Lumad childrenThese folks live on ancestral, untitled land, which is the main and oftentimes the sole source of their dailyt sustenance. Part of Cartwheel's initiatives in the area is to assist in the acquisition of land titles for the Lumad's properties, to avoid capitalist exploitation. Their other needs include access to quality education, medical and health care, and knowledge on proper nutrition, sanitation and environment conservation.

This exciting journey of working with the community to become more educated and economically stable has contributed immensely to our knowledge of our heritage, roots, environment, and of our own selves. What you find below is some information on warm, gentle natives who have remained solid reminders to many of us, about what is truly Filipino.

WHO ARE THE LUMADS?
They are the native or indigenous peoples of Mindanao and the Cordilleras. They are neither Muslim nor Christian, evidence of their resistance to foreign domination or influence. According to the Lumad Development Center Inc., there are about seventeen Lumad groups in 19 provinces across the country. They comprise 12 to 13 million or 18% of the Philippine population and can be divided into 110 ethno-linguistic groups. Considered as "vulnerable groups", they live in hinterlands, forests, lowlands and coastal areas.

 
 

THE LUMADS OF MINDANAO
In Mindanao, the Lumads comprise 18 ethno-linguistic groups. In the 1970 census, their combined population in Mindanao and Sulu had been reduced to five percent. Mindanao has 14 of the country's 20 poorest provinces; hence the low literacy rates in the region. This poverty has attracted assistance or "development programs" mostly in the form of resettlement of displace lumads.

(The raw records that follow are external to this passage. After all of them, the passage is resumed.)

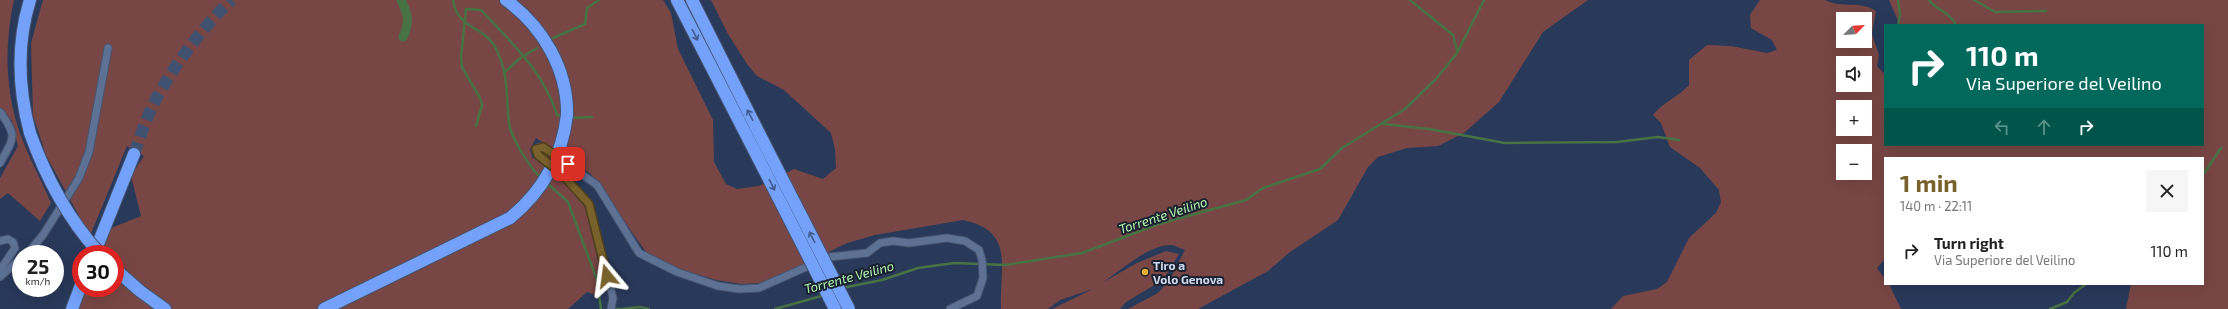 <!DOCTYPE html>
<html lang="en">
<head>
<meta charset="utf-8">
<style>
  :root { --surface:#fff; --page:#f6f6f6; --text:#222; --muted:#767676; --accent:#79612b }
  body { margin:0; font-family:"Exo 2",sans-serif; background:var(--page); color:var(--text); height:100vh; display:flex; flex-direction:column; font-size:15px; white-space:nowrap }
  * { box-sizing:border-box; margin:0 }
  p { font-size:13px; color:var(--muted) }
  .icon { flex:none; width:22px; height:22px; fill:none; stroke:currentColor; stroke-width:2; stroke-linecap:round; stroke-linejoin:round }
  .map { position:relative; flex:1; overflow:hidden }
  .details { position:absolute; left:1884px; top:157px; width:320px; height:128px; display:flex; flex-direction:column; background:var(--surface); border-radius:0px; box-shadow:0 4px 16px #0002 }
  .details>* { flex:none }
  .top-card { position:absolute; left:1884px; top:24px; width:320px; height:122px; border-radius:0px; box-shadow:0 4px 16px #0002; background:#00695c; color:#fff; overflow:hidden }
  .needle { width:26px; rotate:66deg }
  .tools { position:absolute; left:1836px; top:12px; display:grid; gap:8px }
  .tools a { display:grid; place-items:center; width:36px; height:36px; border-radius:0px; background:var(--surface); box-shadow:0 4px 16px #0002; font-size:20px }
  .speed { position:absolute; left:12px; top:245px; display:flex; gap:8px; font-size:20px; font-weight:700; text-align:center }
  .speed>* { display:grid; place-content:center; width:52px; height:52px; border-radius:50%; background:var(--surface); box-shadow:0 4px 16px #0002; line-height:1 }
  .speed small { font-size:10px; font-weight:400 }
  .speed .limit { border:6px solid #d22; background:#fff; color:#111 }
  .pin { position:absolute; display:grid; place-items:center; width:34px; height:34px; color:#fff; margin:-17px; border-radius:8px; box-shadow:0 2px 6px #0006 }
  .me { position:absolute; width:44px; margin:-22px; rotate:344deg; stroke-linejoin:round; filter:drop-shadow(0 0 3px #0008) }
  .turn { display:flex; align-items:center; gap:14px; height:84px; padding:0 16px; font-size:18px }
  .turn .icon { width:52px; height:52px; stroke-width:2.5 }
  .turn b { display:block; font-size:28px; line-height:34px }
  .lanes { display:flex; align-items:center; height:38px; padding:0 16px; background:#0003; justify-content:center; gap:20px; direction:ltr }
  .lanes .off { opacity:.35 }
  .round { display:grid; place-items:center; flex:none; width:42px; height:42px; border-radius:0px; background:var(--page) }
  .overview { display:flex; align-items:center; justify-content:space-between; height:68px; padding:0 16px }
  h1 { font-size:24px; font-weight:700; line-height:30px; color:var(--accent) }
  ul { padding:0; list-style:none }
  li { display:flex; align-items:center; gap:12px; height:52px; padding:0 16px }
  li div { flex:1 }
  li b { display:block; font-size:15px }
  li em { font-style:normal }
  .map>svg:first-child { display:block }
  .green { fill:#784745; fill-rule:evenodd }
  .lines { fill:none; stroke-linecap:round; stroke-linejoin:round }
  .stream { stroke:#477244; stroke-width:2.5 }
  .canal { stroke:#477244; stroke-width:9 }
  .motorway-tunnel { stroke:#415170; stroke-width:12; stroke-dasharray:12 6; stroke-linecap:butt }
  .minor-casing { stroke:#45536e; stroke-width:9 }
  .motorway-casing { stroke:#45536e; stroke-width:14 }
  .minor { stroke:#5d7195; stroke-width:7 }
  .motorway { stroke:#74a2fb; stroke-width:12 }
  .motorway-bridge-casing { stroke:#45536e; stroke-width:14; stroke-linecap:butt }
  .motorway-bridge { stroke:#74a2fb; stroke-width:12 }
  .oneway { stroke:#425b8b }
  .route-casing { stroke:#4f3f1c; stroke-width:10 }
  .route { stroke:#79612b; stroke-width:7 }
  .poi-dot { fill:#e4ae35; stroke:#192130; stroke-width:1.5 }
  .labels { text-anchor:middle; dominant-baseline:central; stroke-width:4; stroke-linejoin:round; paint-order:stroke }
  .poi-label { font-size:12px; font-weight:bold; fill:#ccd7eb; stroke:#192130; text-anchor:start }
  .water-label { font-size:13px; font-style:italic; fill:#b5f7b0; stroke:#192130 }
</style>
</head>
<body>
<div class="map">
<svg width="2228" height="309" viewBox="0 0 2228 309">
  <rect width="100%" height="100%" fill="#29395a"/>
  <!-- green -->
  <g class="green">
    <path d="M 0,0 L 14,0 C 5,42 5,83 17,124 C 25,151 40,177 51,203 L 40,221 L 8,193 L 0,199 L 0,178 L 18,146 L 12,121 L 0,108 Z"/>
    <path d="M 43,0 L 663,0 L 671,13 L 678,49 L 713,120 L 714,162 L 726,184 L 737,189 L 759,186 L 794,169 L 823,179 L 836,168 L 835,149 L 831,133 L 784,90 L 757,76 L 747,64 L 728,34 L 711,0 L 1588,0 L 1543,32 L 1499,102 L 1464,133 L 1438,146 L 1407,148 L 1378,157 L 1368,167 L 1338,220 L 1290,252 L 1268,271 L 1198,309 L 1128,309 L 1158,293 L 1169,281 L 1185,250 C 1181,249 1175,245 1171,245 C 1148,245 1120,271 1102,283 L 1137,263 L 1166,251 L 1179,254 L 1163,280 L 1126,302 L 1120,309 L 1052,309 L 1093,289 L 1060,300 L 1048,309 L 1001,309 C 999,268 1016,231 963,220 L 875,235 L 847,243 L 782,275 L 762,283 L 741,284 L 716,280 L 673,267 L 646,252 L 591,174 L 536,138 L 530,149 L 532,157 L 560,177 L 584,203 L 603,280 L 598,296 L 587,292 L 568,309 L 76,309 L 85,288 L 115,288 L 115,254 L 98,254 L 109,229 L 141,216 L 131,176 L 144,156 L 127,146 L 90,236 L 46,155 L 33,115 L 31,43 Z"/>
    <path d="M 1760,0 L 1825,0 C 1842,9 1860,0 1876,11 L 1872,34 L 1879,55 L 1877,66 L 1885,75 L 1885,145 L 2203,145 L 2203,25 L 1900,25 L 1889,0 L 2228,0 L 2228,309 L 2126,309 L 2131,284 L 2203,284 L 2203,158 L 1885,158 L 1885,259 L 1877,268 L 1885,279 L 1885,284 L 1889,284 L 1901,309 L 1611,309 L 1623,296 L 1657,289 L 1667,282 L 1689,238 L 1716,213 L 1721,202 L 1719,190 L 1700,168 L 1670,147 L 1661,123 L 1653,115 C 1663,102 1678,97 1689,85 L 1689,60 L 1707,45 L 1731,46 L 1767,53 L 1777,50 L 1772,40 L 1751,28 L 1750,15 ZM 1843,19 L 1865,19 L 1865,41 L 1843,41 ZM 1843,63 L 1865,63 L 1865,85 L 1843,85 ZM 1843,107 L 1865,107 L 1865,129 L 1843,129 ZM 1843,151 L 1865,151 L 1865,173 L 1843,173 Z"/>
  </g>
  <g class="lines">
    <!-- stream -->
    <g class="stream">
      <path d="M 453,0 C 457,30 487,26 497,51 C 509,76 506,97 509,123 C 511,138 530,168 541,178"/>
      <polyline points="1410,0 1453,35 1457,50"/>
      <path d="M 1929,0 C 1938,12 1948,10 1956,25"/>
      <polyline points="1974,0 1995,12 2046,11"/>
      <polyline points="1898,25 1900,14 1898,0"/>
      <polyline points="553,38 585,24 587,8 599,0"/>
      <polyline points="505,72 519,59 537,48"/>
      <polyline points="571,118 592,117"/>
      <polyline points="1384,124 1429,129 1505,143 1617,142 1658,137 1679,140"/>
      <path d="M 476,126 L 482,105 L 480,98 L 462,67 L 461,57 L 466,9 L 481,10 C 511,42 544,72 557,115 L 564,117"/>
      <polyline points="2203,175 2221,148"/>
      <polyline points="547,183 568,202 597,280 601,309"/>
      <polyline points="842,288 882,280 918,268 954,263 1005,265 1082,253 1159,224 1246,200 1263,188 1320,169 1342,148 1405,109 1436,79 1457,53 1484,0"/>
      <polyline points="614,309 620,309"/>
      <polyline points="622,309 640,307 649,309"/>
      <polyline points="775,309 825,295"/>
      <polyline points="2050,309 2067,302 2074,293 2086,284"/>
    </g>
    <!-- canal -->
    <path class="canal" d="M 401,0 C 408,14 410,22 403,37"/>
    <!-- motorway-tunnel -->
    <path class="motorway-tunnel" d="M 134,154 C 140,137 146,119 154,103 C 170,71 205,23 232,0"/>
    <defs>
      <g id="minor">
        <path d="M 0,112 C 18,136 14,138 0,163"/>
        <polyline points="0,241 8,239 13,242 15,248 0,270"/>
        <polyline points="27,254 43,235 79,178 89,152 108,48"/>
        <polyline points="0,277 21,258"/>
        <polyline points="611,309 613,298 589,204 562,174 538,155 536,151 539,147 543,147 597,185 639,253 677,272 718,286 739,289 759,288 829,257 867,253 880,243 893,241 909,243 947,238 965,241 979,250 982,260 983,278 977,296 950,309"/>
      </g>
      <g id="motorway">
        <path d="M 30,0 C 16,45 18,88 30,133"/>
        <path d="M 506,0 C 542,26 568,69 567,115"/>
        <polyline points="677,0 754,150"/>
        <polyline points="692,0 765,145"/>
        <polyline points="94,254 134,154"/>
        <polyline points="115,269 140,291 165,309"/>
        <polyline points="72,309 81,285"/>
        <polyline points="324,309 510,218"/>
      </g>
    </defs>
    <!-- minor casing -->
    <use href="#minor" class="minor-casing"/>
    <!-- motorway casing -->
    <use href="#motorway" class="motorway-casing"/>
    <!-- minor -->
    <use href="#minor" class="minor"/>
    <!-- motorway -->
    <use href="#motorway" class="motorway"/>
    <defs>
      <g id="motorway-bridge">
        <path d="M 30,133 C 46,178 68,219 100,254"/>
        <polyline points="765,145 849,309"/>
        <polyline points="754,150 835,309"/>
        <path d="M 510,218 C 543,191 562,157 567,115"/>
      </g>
    </defs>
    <!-- motorway-bridge casing -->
    <use href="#motorway-bridge" class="motorway-bridge-casing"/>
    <!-- motorway-bridge -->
    <use href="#motorway-bridge" class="motorway-bridge"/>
  </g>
  <!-- one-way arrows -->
  <defs><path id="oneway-shaft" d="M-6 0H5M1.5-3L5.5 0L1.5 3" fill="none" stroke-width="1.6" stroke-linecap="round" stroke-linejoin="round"/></defs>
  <g class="oneway">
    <use href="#oneway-shaft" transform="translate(695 35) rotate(63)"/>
    <use href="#oneway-shaft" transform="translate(750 115) rotate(-117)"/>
    <use href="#oneway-shaft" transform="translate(772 185) rotate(63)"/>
    <use href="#oneway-shaft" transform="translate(812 237) rotate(-117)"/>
  </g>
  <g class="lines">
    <defs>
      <polyline id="route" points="568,164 543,147 536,149 538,155 562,174 589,204 607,276"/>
    </defs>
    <!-- route casing -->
    <use href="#route" class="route-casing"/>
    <!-- route -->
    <use href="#route" class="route"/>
  </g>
  <!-- markers -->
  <circle class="poi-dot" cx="1145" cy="272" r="4"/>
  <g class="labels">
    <!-- poi labels -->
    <g class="poi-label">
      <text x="1153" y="265">Tiro a<tspan x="1153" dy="14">Volo Genova</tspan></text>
    </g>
    <!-- water labels -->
    <g class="water-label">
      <text transform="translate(1163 215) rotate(-18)">Torrente Veilino</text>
      <text transform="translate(849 277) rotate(-15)">Torrente Veilino</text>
    </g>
  </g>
</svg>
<div class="tools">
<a><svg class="needle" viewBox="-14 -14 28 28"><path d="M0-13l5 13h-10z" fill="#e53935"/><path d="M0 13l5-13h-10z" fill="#767676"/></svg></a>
<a><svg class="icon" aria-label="sound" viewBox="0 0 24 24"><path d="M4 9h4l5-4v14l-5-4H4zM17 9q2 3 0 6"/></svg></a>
<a>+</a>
<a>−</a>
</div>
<div class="speed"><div>25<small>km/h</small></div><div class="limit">30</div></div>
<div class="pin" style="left:568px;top:164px;background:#d93025"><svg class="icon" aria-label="arrive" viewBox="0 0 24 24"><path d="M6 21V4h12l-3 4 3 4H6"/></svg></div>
<svg class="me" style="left:607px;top:276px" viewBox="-20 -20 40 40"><path d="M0-17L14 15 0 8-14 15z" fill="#79612b" stroke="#fff" stroke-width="4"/></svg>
<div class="top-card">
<div class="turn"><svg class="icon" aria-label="right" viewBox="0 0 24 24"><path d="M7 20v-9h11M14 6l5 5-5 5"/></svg><div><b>110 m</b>Via Superiore del Veilino</div></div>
<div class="lanes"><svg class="icon off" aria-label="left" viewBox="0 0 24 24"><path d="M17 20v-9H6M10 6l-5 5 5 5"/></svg><svg class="icon off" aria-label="ahead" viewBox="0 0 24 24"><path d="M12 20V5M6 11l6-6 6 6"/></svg><svg class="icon" aria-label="right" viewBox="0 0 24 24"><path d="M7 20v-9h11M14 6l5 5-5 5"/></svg></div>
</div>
<section class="details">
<div class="overview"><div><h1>1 min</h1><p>140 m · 22:11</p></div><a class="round"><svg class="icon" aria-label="close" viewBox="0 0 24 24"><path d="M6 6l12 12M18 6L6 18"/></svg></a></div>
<ul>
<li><svg class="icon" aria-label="right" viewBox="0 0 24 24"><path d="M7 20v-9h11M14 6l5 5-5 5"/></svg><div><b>Turn right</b><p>Via Superiore del Veilino</p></div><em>110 m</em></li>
</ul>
</section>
</div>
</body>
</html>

But this displacement was sometimes caused by the Lumad's loss of their ancestral lands to logging concessions, mining industry, plantations, agri-business, military operations, political and economic marginalisation and the like-aggravating the hardships and misery that began during the Spanish occupations.

Lumad woman in costumeSince titling of lands was started by the Spanish government, the Lumads began losing their ancestral domain.

The Lumads believe that land is given by God for them to till and to share its bounties. There is no individual ownership and their being residents of the place entitles them to it. This customary law, however, does not apply to a "modern, civilized world". As a result, most Lumads moved deeper into the mountains and forests, they were turned into "impoverished squatters in their own land".

Next came the resettlement programs of the American government in the early 1900s until 1948 and the homestead program after World War II. Mindanao became the migration site for the landless people of Luzon and Visayas. Again, the illiterate Lumads did not have land titles to keep their lands. They lost what they had tilled and moved farther, or stayed for an uncertain future.


THE LUMADS OF BUKIDNON AND INTEGRATION
The Lumads of Bukidnon reacted to his migration by staying or migrating into the mountains and forests. Those who remained were influenced by the migration and started adopting food-production techniques, whereas those who left and had little exposure to or contact with modern culture or civilization were able to preserve their tradition. In the 1950s, through scholarships, resettlement and financial aid, integration efforts were instituted by the government. Integration has brought about three types of Lumads: fully integrated, partially integrated, and unintegrated.